Ф.Энсти Медный кувшин Сказочная повесть

1. ГОРАЦИЮ ДАЕТСЯ ПОРУЧЕНИЕ

— Сегодня — как раз шесть недель! Да, шесть недель тому назад! — сказал вполголоса Гораций Вентимор и вытащил часы. — Половина двенадцатого… Что же я делал тогда в половине двенадцатого?

Сидя у окошка в своей конторе, на Большой Монастырской улице в Вестминстере, он перенесся мыслью к тому яркому августовскому утру, которое теперь казалось таким далеким и невозвратимым. Именно в этот час он ждал на балконе гостиницы — единственной гостинице в Сен-Люке, крошечном приморском местечке в Нормандии, куда его занес счастливый случай, во время одинокой поездки на велосипеде, — ждал ее появления.
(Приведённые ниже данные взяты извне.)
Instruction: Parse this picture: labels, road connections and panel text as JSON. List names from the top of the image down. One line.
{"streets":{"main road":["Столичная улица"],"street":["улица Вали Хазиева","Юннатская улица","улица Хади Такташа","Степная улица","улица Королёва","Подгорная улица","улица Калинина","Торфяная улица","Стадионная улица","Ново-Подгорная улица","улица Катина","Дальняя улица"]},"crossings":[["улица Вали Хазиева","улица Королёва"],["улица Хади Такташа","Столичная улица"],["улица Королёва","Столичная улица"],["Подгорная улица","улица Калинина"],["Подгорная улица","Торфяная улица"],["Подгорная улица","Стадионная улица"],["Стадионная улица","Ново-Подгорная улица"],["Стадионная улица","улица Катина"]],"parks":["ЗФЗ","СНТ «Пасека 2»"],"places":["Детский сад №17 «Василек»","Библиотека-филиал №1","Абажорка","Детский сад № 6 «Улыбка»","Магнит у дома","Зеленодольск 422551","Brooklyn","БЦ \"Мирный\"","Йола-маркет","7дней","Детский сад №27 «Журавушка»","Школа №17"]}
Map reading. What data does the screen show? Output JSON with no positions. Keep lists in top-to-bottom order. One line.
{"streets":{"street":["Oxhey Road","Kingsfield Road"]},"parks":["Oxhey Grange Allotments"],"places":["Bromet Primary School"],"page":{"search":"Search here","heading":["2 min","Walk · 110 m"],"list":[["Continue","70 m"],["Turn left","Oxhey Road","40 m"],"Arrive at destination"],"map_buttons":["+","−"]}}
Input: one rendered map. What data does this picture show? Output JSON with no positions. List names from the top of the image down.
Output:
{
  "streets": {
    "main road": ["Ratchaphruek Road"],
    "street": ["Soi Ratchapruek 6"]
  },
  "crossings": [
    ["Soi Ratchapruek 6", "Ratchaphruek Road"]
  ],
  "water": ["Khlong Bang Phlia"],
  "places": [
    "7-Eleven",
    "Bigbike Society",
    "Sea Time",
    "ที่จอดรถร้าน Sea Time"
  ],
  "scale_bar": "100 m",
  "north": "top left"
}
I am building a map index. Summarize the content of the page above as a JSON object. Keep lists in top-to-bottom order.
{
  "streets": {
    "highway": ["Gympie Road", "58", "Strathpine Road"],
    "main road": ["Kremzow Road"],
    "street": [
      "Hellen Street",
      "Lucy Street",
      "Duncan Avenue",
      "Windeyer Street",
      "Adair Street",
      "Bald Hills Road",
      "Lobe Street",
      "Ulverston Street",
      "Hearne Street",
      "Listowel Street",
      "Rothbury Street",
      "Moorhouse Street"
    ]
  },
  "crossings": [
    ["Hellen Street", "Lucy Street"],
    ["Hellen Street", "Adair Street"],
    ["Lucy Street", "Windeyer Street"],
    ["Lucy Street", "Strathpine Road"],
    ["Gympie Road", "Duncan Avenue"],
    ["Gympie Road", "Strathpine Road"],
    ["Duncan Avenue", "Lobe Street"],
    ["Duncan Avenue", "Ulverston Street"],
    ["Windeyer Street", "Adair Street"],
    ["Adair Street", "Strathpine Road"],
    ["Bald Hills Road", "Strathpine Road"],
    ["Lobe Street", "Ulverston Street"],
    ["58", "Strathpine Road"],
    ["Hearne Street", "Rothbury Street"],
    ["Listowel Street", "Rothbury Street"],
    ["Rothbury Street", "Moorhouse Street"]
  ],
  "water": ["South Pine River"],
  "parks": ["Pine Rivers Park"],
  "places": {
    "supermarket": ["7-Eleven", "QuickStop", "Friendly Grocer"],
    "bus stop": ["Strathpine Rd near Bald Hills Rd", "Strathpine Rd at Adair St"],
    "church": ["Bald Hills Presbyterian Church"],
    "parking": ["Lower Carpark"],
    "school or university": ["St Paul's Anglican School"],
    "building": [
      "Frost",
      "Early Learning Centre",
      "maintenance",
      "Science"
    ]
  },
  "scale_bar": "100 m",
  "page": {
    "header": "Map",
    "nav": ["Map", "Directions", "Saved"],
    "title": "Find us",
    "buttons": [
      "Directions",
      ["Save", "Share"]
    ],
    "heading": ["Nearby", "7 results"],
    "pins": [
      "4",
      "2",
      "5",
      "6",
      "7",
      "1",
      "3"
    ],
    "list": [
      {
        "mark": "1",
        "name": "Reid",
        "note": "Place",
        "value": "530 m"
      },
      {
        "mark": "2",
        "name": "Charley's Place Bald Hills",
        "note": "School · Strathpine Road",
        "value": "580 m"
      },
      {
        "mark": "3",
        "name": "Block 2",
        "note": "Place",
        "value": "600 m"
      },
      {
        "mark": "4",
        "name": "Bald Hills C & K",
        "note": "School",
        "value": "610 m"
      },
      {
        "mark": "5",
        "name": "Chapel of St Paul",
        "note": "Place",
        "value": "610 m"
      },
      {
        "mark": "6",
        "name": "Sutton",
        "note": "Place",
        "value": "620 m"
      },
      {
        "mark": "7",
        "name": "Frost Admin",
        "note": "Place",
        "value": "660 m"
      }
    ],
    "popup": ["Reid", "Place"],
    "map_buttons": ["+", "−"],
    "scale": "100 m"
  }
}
Он как сейчас видел всю обстановку: миниатюрный заливчик, на зеленую воду которого сонно ложилась фиолетовая тень утеса; движение волн, лениво плескавшихся у мостиков, с которых он сам кидался в воду полчаса назад; он вспомнил, как далеко плавал к бакену; вспомнил, с каким радостным предчувствием одевался и лез по крутой тропинке к террасе гостиницы.

Ибо разве ему не предстояло провести весь остаток этого блаженного дня в обществе Сильвии Фютвой? Разве не собирались они вместе на велосипедах (правда, с ними ехали и другие, но те не считались) в Виолет, чтобы закусить там над утесом и нестись обратно, все время вместе, среди душистого сумрака по береговым склонам, между тополями, или вдоль ржаных полей, отливающих золотом под ярко-пурпуровым небом?

Он видел себя обходящим мощеный двор перед гостиницей и вспомнил, как его охватил внезапный страх прозевать ее. Перед ним была только низенькая тележка с холстинным верхом, предназначенная для доставки профессора Фютвоя с женой на сборный пункт.

Вот, наконец, появилась и Сильвия, умопомрачительно прекрасная и свежая в своей легкой розовой блузке и юбке цвета крем. Как грациозна, приветлива и вообще очаровательна была она весь этот незабвенный день, наилучший в ряду других дней, несколько менее прекрасных и теперь миновавших навек!

Правда, не все в них было совершенством. Старый Фютвой порою слегка надоедал своими бесконечными диссертациями о египетском искусстве и о старинных восточных письменах, будучи уверен, что Гораций горячо интересуется ими, хотя последний только политично притворялся. Профессор был ученейшим из археологов и положительно лопался от сведений по своим любимым предметам, но весьма возможно, что Гораций проявлял бы меньше любознательности касательно разницы между клинообразными или арамейскими и арабскими надписями, если бы его собеседник был отцом другой девицы. Впрочем, подобная неискренность является доказательством искренней любви.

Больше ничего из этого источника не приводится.